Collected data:
┄┄┄┄┄┄┄┄┄┄┄┄┄┄┄┄┄┄┄┄

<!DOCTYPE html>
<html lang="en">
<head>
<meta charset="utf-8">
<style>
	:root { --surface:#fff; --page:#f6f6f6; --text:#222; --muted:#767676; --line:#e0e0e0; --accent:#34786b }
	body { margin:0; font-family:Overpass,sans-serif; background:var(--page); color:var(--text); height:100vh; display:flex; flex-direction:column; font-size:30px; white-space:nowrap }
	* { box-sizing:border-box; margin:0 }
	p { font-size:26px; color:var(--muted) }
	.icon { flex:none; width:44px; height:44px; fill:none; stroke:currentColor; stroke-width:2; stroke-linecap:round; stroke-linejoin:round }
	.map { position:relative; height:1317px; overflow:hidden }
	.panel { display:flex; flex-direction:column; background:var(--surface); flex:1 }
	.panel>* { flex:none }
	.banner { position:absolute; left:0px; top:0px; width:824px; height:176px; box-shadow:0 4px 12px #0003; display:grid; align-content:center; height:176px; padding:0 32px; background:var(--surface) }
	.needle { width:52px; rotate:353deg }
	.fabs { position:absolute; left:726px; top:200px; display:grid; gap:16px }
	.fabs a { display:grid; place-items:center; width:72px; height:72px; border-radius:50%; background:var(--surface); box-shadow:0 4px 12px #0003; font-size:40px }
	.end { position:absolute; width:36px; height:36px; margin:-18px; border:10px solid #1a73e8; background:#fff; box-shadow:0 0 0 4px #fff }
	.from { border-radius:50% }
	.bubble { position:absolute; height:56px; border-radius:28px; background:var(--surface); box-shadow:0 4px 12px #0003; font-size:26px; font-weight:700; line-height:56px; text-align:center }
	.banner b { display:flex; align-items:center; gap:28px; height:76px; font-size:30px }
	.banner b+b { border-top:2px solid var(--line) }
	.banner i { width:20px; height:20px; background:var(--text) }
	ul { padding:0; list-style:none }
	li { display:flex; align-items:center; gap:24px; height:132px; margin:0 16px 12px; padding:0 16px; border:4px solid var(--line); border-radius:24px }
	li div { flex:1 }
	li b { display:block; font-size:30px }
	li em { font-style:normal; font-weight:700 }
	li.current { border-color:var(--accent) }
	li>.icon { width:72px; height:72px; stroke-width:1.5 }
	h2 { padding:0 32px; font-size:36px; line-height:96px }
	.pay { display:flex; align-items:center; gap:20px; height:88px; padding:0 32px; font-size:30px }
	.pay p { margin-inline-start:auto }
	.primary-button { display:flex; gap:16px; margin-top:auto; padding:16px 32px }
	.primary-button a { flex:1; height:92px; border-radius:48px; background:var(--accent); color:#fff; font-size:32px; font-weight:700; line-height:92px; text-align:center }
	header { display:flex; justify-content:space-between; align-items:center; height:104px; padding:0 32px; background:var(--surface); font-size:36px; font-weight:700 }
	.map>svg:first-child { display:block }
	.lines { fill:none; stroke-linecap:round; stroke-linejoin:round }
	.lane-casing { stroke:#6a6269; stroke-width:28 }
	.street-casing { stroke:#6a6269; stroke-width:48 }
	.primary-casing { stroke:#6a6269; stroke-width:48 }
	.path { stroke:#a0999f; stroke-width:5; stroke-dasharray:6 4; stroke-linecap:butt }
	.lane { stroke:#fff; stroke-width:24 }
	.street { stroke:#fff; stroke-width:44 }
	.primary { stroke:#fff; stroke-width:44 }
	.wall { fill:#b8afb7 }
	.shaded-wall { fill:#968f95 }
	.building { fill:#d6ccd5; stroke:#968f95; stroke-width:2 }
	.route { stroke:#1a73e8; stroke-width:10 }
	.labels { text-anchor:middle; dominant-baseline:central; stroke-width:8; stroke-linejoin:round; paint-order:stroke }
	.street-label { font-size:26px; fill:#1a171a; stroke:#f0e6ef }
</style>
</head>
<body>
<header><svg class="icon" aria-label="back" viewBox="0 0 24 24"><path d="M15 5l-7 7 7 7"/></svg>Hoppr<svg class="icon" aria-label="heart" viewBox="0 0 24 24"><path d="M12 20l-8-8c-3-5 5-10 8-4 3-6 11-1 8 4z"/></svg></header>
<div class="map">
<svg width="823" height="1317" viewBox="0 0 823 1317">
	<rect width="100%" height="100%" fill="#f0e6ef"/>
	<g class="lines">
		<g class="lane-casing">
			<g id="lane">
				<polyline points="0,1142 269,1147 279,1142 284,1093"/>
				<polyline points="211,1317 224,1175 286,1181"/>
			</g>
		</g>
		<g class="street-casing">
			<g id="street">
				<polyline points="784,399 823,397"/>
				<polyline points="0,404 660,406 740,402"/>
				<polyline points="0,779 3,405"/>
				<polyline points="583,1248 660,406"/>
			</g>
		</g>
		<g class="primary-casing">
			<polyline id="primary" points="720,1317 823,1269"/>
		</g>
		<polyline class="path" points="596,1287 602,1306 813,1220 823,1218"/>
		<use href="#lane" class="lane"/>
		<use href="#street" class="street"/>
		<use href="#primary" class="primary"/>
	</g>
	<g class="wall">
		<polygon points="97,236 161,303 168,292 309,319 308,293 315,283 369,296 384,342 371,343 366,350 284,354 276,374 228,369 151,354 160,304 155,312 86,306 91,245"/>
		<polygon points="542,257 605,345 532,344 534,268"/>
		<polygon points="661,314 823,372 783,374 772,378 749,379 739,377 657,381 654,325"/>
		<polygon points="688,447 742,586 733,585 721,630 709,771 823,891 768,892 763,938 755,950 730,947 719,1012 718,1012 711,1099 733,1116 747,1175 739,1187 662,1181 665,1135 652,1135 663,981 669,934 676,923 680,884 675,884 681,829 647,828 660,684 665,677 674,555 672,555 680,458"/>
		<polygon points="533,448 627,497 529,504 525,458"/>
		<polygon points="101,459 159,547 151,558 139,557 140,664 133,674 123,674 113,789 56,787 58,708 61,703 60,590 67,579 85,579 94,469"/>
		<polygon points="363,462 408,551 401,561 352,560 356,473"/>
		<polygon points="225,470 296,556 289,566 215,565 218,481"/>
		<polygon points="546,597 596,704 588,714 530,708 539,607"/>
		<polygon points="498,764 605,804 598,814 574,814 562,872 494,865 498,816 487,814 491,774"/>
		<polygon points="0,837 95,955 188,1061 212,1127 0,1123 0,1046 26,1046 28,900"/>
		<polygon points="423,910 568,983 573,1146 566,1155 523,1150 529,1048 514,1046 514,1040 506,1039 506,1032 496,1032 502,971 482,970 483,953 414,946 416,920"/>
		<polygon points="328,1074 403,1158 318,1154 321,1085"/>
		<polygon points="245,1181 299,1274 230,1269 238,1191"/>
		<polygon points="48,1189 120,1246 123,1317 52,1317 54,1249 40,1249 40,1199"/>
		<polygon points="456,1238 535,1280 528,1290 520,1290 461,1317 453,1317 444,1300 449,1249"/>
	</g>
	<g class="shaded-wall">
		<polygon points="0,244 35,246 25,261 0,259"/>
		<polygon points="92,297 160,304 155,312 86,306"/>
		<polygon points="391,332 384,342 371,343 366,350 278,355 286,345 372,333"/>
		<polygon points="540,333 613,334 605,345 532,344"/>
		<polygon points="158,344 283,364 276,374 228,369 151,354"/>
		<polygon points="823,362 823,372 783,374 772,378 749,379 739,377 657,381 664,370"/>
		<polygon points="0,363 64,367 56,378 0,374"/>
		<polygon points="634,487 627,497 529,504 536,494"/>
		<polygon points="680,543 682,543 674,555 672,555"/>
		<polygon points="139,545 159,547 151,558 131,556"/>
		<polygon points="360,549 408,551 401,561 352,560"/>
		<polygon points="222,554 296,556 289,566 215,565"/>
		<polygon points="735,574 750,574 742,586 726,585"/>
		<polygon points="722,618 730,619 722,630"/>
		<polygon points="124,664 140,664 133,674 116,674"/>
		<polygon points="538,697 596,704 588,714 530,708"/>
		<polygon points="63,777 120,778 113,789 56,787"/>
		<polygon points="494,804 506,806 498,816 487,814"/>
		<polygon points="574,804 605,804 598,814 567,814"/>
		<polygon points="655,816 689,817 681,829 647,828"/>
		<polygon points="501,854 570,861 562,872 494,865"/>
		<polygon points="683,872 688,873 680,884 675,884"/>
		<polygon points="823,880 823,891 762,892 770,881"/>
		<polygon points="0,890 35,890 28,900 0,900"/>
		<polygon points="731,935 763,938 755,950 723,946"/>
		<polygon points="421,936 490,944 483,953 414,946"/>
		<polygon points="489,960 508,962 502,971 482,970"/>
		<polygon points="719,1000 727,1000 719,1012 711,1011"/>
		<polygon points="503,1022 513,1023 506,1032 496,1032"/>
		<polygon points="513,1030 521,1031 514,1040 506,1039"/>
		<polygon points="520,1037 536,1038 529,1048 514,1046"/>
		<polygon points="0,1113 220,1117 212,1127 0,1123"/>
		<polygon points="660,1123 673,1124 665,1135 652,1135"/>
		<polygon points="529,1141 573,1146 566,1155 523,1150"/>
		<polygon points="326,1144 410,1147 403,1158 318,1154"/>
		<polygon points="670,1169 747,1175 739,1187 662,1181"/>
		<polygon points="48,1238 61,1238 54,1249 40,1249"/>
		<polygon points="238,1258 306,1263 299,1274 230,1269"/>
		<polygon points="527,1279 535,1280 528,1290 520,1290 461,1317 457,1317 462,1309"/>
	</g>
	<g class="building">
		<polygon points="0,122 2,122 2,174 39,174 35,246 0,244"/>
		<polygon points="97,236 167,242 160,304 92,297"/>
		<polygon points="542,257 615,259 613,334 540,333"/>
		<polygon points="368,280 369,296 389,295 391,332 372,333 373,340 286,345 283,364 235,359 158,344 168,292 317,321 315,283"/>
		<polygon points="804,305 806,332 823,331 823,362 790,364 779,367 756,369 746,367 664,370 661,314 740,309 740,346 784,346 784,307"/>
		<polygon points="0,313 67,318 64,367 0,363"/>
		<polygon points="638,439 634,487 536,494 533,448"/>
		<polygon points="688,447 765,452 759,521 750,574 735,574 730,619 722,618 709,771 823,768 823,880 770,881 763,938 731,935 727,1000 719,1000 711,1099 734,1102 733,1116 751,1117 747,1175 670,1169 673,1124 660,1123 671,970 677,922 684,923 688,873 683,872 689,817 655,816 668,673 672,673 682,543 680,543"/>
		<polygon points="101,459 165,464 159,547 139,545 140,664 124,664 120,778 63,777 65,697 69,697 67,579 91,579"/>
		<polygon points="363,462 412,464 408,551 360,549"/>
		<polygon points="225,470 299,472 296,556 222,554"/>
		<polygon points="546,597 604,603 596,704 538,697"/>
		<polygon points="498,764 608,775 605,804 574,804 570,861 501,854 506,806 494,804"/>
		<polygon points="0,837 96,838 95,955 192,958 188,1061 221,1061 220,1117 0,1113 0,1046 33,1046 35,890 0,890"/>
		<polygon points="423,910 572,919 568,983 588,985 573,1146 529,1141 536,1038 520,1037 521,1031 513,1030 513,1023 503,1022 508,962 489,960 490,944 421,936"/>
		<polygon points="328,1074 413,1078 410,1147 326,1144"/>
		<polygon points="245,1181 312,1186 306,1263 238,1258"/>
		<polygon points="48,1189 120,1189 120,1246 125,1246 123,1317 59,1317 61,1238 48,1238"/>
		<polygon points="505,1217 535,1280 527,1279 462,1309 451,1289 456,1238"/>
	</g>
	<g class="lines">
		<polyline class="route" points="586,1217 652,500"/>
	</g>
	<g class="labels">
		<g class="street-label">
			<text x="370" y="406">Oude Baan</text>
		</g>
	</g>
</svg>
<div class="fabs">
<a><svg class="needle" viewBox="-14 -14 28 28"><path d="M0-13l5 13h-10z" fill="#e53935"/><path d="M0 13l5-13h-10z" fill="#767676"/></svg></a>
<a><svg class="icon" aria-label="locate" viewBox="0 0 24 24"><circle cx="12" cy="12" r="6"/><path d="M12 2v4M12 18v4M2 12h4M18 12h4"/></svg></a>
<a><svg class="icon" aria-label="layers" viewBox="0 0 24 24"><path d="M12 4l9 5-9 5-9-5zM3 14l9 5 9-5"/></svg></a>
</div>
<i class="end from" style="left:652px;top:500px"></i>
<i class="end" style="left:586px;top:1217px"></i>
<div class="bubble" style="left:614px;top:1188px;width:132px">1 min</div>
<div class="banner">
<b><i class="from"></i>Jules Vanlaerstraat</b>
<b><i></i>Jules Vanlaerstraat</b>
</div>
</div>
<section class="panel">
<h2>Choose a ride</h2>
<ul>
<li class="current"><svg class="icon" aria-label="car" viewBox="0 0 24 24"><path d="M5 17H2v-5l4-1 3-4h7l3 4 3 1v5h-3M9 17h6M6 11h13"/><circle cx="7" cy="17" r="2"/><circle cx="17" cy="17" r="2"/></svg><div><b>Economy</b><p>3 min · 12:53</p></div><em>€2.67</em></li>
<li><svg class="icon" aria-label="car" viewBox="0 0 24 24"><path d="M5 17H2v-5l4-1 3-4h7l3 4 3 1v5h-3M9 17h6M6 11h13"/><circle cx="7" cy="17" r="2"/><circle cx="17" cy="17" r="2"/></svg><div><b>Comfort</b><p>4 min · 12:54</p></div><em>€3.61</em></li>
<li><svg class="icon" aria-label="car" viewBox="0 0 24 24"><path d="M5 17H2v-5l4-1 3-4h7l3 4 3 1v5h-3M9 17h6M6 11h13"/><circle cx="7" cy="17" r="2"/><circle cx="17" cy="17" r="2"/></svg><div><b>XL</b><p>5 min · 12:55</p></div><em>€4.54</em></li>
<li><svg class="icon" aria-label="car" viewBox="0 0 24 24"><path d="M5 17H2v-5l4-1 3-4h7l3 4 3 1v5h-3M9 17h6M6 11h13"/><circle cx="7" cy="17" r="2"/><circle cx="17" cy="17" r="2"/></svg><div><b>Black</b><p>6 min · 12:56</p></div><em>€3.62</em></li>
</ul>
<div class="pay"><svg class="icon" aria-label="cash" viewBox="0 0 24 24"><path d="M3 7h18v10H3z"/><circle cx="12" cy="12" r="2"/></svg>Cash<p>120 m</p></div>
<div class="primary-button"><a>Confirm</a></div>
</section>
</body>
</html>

┄┄┄┄┄┄┄┄┄┄┄┄┄┄┄┄┄┄┄┄

• _WORK TASK_
Only the lines above from the one with "position:absolute; left:726px; top:200px;" through the one with "display:grid; place-items:center; width:72px;" should be duplicated, character for character.

• _ANSWER FOR THE TASK_
	.fabs { position:absolute; left:726px; top:200px; display:grid; gap:16px }
	.fabs a { display:grid; place-items:center; width:72px; height:72px; border-radius:50%; background:var(--surface); box-shadow:0 4px 12px #0003; font-size:40px }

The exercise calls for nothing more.